Word for word, restate the data that follows, omitting the images.

DATA FOR ANALYSIS —
====
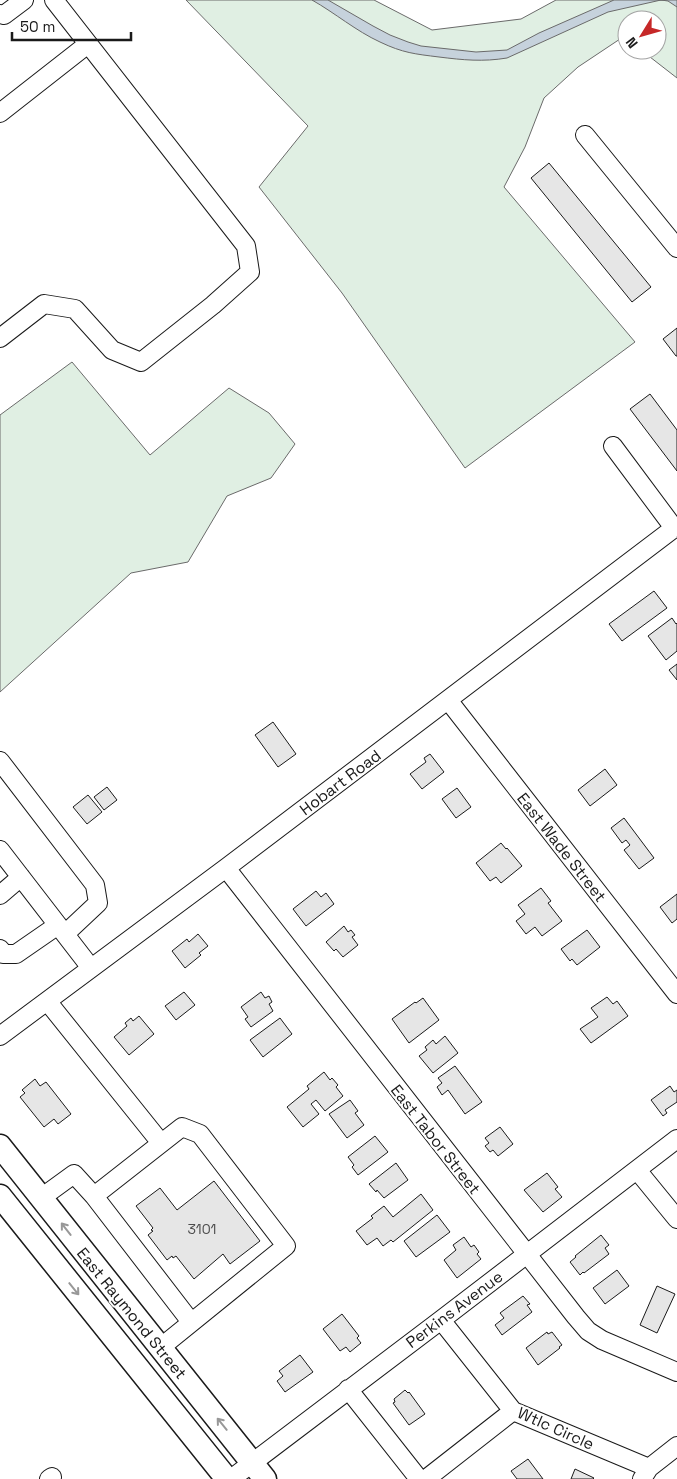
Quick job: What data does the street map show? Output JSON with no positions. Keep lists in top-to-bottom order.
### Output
{
  "streets": {
    "main road": ["East Raymond Street"],
    "street": [
      "Hobart Road",
      "East Wade Street",
      "East Tabor Street",
      "Perkins Avenue",
      "Wtlc Circle"
    ]
  },
  "crossings": [
    ["Hobart Road", "East Wade Street"],
    ["Hobart Road", "East Tabor Street"],
    ["East Tabor Street", "Perkins Avenue"],
    ["Perkins Avenue", "East Raymond Street"],
    ["Perkins Avenue", "Wtlc Circle"]
  ],
  "house_numbers": ["3101"],
  "scale_bar": "50 m",
  "north": "bottom left"
}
====
OUTPUT OF THE TASK —
Quick job: What data does the street map show? Output JSON with no positions. Keep lists in top-to-bottom order.
### Output
{
  "streets": {
    "main road": ["East Raymond Street"],
    "street": [
      "Hobart Road",
      "East Wade Street",
      "East Tabor Street",
      "Perkins Avenue",
      "Wtlc Circle"
    ]
  },
  "crossings": [
    ["Hobart Road", "East Wade Street"],
    ["Hobart Road", "East Tabor Street"],
    ["East Tabor Street", "Perkins Avenue"],
    ["Perkins Avenue", "East Raymond Street"],
    ["Perkins Avenue", "Wtlc Circle"]
  ],
  "house_numbers": ["3101"],
  "scale_bar": "50 m",
  "north": "bottom left"
}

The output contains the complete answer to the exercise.